#### Source material ####
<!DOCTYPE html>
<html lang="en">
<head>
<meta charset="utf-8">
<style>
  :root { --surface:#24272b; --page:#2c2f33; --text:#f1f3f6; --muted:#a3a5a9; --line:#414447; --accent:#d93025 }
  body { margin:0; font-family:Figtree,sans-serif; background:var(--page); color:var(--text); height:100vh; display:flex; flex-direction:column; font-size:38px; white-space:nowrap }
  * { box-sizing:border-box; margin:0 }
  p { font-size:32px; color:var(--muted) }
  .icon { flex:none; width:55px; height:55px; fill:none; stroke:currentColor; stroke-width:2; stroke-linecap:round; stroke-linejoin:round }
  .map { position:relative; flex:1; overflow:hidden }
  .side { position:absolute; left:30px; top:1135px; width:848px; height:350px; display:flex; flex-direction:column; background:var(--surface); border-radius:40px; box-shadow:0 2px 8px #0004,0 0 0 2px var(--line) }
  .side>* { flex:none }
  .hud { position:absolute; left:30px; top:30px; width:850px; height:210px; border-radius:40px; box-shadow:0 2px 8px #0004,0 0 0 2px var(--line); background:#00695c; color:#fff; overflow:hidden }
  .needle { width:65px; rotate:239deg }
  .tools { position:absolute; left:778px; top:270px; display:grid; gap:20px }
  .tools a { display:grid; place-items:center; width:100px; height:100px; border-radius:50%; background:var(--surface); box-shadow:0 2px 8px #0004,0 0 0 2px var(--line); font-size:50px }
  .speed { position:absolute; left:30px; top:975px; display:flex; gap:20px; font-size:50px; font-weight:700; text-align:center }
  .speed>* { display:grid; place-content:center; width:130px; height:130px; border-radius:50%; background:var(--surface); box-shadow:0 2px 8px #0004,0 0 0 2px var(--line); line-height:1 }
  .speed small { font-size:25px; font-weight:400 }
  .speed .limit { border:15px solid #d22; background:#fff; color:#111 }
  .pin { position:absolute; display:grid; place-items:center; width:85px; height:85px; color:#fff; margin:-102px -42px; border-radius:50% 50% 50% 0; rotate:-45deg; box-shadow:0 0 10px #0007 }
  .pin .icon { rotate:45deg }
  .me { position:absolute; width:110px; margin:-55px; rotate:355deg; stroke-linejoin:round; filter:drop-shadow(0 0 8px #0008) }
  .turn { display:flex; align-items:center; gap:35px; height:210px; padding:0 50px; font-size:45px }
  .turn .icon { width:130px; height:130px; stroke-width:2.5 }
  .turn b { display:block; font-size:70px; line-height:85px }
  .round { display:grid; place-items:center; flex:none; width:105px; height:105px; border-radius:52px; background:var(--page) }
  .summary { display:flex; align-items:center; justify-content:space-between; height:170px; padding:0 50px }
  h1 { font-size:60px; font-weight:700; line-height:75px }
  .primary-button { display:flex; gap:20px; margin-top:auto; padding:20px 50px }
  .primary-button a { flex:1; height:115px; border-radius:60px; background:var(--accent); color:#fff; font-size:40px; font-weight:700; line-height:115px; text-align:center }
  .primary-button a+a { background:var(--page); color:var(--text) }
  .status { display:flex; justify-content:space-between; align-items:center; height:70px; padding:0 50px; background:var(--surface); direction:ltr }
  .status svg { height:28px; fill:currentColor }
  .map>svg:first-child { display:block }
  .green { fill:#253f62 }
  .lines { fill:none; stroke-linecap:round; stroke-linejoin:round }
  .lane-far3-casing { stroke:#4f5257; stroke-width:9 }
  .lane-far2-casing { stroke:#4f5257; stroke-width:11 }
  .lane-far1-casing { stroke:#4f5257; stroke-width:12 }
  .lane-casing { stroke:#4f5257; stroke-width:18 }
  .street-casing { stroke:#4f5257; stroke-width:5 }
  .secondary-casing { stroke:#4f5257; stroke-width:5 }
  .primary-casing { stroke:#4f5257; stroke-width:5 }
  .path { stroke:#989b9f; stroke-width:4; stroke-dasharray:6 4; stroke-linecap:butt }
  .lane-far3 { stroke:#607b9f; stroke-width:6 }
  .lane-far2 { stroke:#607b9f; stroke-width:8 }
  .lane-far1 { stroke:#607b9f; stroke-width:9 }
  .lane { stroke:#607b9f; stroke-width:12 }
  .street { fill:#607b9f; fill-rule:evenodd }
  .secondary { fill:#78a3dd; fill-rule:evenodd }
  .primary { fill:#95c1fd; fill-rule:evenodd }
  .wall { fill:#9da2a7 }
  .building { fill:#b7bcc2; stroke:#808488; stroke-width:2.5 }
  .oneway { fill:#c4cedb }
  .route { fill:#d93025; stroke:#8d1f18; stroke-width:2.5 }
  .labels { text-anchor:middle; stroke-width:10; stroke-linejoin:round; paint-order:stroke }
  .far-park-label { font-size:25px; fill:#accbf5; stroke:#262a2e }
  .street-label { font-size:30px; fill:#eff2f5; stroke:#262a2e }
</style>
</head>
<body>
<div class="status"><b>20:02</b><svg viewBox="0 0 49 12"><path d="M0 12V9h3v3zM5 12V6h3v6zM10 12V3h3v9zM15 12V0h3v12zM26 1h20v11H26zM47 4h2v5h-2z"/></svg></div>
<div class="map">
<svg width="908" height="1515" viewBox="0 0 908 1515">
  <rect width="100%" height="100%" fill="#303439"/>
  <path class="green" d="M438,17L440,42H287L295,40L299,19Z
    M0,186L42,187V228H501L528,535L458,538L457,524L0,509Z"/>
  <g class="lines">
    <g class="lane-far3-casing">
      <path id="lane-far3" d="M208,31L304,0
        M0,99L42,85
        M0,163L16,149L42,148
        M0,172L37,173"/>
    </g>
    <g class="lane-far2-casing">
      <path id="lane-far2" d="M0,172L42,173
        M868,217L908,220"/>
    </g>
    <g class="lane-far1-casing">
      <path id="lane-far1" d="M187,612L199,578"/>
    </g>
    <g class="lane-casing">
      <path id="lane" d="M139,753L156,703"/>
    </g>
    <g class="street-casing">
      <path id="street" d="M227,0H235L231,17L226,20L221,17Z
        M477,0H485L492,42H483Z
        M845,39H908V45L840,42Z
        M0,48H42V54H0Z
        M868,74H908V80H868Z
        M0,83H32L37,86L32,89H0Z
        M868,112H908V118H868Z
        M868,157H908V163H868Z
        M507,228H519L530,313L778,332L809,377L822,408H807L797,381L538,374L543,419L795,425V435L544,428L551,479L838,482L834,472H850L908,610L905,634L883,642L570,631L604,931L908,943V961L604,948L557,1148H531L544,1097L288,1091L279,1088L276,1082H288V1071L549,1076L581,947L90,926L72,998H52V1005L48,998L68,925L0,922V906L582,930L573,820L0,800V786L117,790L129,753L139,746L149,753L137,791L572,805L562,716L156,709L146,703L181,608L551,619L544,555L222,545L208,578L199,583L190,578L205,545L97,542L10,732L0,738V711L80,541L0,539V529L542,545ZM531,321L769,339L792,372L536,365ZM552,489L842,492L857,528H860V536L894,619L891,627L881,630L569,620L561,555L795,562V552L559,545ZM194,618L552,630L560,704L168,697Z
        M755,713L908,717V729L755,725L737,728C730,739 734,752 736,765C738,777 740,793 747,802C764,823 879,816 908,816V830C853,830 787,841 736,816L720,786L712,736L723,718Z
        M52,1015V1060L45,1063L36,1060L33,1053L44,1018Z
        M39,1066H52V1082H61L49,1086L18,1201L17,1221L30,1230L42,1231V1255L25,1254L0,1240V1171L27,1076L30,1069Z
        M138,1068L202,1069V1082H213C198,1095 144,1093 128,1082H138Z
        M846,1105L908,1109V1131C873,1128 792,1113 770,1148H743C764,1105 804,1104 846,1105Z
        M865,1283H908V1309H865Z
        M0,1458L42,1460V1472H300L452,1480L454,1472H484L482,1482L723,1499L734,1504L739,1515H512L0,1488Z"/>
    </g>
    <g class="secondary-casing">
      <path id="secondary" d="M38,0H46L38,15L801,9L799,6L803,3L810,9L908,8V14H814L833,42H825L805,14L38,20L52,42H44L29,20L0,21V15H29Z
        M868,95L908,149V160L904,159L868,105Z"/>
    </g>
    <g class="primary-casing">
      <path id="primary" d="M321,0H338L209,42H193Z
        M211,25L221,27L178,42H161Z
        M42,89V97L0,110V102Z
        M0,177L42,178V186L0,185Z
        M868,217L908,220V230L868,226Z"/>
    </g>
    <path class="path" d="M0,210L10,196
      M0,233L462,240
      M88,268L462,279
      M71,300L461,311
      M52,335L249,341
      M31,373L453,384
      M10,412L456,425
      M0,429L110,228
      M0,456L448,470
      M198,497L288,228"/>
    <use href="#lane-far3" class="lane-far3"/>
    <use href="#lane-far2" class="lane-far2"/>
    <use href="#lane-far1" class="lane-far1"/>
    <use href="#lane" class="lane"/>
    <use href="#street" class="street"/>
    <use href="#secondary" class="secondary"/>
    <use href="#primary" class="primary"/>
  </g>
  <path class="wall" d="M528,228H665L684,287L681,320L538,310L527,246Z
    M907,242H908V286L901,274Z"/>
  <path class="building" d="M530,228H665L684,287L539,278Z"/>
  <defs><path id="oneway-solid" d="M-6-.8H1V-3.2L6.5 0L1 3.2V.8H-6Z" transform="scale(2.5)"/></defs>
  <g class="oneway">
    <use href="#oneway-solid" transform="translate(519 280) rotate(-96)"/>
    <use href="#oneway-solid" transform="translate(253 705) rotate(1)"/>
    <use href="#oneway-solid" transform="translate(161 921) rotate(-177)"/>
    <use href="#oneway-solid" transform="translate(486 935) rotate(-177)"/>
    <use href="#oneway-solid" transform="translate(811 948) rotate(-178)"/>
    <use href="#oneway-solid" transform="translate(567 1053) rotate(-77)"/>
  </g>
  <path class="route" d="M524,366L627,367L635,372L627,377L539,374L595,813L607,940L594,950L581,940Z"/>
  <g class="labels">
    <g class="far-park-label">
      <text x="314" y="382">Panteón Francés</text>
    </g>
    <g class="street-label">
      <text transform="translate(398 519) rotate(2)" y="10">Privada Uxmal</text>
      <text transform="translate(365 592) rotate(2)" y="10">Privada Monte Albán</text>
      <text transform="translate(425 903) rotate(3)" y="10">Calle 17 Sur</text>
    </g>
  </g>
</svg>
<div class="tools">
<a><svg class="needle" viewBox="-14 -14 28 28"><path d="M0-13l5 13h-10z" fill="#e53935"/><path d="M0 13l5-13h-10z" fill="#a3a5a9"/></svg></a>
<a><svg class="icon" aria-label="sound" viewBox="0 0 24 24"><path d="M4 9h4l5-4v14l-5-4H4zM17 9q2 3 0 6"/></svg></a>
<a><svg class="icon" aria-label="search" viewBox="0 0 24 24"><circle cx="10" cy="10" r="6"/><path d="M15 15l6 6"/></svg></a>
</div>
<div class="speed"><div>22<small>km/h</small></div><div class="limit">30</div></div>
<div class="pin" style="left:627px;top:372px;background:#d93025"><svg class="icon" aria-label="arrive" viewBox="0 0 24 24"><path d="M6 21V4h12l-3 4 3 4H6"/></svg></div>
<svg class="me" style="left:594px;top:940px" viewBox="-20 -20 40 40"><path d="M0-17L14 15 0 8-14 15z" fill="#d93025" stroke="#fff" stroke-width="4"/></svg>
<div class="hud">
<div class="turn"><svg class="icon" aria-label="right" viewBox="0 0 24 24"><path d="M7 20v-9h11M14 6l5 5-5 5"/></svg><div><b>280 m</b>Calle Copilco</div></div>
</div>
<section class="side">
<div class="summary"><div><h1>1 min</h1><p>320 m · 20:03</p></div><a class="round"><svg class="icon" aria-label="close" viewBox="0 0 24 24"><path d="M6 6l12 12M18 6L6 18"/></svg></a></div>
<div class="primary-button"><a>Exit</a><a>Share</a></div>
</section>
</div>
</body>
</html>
####
#### Source material ####
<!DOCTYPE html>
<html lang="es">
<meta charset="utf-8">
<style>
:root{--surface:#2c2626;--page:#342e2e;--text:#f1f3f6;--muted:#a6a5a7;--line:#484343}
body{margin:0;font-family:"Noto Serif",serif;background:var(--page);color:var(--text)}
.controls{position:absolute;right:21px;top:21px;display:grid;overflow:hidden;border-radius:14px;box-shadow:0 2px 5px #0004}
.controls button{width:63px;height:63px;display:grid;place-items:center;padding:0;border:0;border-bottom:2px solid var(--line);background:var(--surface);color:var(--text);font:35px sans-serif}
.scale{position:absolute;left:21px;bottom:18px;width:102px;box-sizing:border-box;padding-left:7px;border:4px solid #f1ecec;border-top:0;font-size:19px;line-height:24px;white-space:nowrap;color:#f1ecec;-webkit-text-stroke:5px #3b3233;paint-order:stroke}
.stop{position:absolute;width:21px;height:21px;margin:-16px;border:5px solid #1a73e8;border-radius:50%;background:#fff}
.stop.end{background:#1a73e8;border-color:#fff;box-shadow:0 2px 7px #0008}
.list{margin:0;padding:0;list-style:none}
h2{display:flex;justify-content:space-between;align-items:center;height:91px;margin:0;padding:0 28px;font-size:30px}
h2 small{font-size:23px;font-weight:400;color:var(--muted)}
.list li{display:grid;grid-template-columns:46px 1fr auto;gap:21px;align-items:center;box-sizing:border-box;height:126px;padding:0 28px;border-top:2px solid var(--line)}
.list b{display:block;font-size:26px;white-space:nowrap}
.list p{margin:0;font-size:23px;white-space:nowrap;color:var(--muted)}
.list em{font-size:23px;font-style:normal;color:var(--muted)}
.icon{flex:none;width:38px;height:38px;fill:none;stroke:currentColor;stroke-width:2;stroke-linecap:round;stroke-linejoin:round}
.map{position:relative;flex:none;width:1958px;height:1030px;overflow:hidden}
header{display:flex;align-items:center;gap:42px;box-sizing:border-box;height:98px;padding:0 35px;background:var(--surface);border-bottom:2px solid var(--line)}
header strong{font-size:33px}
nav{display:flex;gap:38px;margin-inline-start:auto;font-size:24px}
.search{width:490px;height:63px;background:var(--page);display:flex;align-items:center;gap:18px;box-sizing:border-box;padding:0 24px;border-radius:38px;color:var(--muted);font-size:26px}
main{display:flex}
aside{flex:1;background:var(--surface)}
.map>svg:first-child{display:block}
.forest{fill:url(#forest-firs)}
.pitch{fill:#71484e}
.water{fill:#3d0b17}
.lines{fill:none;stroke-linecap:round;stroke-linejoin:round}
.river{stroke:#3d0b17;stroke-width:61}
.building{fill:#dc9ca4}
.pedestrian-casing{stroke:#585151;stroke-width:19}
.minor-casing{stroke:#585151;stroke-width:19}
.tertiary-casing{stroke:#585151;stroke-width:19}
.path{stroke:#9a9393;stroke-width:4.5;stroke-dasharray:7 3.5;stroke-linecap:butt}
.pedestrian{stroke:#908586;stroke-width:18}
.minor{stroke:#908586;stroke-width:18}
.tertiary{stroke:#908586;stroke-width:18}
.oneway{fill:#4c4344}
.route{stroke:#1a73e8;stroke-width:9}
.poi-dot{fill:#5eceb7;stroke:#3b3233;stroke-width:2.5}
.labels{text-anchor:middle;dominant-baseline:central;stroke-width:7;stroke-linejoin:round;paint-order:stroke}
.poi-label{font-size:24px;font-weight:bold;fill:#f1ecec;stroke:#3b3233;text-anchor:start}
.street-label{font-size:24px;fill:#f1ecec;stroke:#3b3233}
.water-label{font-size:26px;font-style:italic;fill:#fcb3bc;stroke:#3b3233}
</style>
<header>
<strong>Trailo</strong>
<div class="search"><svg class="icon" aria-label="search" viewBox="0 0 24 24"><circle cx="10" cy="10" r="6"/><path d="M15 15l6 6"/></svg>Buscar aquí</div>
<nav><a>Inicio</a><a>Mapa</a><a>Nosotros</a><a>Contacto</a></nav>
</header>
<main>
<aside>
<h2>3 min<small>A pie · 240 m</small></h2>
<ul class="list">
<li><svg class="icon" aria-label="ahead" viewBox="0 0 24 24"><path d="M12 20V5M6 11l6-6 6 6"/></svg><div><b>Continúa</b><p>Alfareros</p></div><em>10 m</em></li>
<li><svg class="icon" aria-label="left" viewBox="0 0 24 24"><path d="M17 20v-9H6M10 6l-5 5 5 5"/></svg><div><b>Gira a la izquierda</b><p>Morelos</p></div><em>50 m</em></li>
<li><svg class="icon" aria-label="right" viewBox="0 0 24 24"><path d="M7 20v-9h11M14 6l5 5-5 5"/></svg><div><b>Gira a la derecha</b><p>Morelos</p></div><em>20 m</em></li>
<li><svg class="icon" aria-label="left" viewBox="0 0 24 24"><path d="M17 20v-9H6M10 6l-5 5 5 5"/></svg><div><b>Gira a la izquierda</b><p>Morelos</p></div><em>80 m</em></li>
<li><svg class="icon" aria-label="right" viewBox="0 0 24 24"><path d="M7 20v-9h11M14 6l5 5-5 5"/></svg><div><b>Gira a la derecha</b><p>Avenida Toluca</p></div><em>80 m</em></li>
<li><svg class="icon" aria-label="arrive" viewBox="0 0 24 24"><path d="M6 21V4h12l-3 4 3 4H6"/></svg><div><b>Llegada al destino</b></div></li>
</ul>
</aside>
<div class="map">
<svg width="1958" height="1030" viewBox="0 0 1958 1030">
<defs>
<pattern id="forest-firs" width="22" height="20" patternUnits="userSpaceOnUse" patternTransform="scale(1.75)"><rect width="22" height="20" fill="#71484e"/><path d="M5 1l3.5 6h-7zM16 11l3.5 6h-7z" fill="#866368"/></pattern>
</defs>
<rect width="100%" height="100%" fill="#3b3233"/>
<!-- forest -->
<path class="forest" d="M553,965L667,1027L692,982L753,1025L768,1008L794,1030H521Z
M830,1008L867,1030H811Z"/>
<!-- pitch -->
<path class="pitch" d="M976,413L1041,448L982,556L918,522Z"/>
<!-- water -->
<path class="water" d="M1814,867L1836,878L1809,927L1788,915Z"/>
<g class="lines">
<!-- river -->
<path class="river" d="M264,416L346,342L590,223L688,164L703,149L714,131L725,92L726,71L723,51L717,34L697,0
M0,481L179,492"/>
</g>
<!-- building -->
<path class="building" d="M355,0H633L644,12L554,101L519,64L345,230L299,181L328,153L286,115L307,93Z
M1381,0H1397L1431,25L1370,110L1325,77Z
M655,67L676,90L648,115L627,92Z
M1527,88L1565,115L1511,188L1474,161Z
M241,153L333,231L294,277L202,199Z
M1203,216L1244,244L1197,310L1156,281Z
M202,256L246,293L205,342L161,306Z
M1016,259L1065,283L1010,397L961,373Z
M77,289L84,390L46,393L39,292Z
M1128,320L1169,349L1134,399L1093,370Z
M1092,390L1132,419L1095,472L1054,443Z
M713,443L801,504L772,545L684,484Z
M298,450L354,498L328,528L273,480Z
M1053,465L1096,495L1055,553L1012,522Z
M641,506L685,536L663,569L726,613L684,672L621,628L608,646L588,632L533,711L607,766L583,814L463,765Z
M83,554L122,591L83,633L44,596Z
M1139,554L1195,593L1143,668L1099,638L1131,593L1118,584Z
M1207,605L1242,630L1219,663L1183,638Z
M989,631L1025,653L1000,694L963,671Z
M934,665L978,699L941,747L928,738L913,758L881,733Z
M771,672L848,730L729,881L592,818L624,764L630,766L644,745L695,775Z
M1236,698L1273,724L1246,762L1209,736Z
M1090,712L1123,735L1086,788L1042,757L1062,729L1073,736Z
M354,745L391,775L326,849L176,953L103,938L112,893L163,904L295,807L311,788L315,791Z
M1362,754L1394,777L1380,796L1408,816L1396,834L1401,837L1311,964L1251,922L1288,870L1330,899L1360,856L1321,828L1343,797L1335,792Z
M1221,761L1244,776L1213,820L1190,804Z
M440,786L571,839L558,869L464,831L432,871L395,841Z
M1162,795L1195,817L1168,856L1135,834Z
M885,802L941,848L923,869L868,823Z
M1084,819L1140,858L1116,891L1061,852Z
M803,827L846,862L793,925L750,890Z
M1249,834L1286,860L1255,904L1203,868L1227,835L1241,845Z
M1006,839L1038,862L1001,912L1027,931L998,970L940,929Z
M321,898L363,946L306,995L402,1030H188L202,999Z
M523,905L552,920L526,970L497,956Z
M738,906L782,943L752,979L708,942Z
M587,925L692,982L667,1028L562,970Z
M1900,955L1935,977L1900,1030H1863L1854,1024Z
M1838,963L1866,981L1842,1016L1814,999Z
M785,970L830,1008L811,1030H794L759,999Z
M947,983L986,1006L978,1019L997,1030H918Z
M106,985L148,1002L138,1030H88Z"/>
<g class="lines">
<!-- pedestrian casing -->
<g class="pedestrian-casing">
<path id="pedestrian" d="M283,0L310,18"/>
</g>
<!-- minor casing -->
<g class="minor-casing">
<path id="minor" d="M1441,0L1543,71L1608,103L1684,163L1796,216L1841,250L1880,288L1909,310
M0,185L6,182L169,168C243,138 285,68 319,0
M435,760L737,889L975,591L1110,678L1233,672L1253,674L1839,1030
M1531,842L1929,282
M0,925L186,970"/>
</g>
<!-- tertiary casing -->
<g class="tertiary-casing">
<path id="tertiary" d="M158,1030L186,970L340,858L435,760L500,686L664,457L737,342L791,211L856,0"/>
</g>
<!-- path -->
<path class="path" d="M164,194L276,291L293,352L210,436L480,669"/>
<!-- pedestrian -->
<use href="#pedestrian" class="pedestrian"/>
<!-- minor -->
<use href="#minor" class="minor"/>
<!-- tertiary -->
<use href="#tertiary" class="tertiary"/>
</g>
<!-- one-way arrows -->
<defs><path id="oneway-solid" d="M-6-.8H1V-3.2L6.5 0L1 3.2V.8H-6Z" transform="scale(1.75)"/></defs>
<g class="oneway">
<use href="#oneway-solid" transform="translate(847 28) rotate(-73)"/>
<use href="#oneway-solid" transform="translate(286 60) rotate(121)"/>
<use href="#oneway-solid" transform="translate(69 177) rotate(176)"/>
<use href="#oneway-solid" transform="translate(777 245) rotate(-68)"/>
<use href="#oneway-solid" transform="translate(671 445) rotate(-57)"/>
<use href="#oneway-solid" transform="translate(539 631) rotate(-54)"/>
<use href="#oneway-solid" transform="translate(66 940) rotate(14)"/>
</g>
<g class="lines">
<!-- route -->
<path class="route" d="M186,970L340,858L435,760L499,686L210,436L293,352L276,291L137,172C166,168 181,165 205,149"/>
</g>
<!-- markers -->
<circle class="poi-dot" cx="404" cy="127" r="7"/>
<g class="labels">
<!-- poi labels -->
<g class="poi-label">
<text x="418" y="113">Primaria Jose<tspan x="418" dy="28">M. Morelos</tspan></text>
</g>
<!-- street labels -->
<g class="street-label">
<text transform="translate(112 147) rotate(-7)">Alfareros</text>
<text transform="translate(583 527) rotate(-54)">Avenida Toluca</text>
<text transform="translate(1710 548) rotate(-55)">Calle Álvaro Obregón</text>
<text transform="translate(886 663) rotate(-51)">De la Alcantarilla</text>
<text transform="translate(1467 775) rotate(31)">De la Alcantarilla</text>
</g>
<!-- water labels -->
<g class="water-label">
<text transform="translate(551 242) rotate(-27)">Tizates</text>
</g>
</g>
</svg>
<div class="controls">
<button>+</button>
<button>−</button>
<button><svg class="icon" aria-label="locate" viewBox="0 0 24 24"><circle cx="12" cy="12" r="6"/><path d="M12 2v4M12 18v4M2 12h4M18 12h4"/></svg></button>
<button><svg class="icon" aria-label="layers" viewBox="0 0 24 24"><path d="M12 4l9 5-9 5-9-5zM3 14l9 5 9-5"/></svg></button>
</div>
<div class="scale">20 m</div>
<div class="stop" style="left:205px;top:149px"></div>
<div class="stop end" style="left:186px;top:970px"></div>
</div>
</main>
####
* About this exercise: If a line of the listing contains the string "dasharray", count it; then report the total alone.

* Task result: 2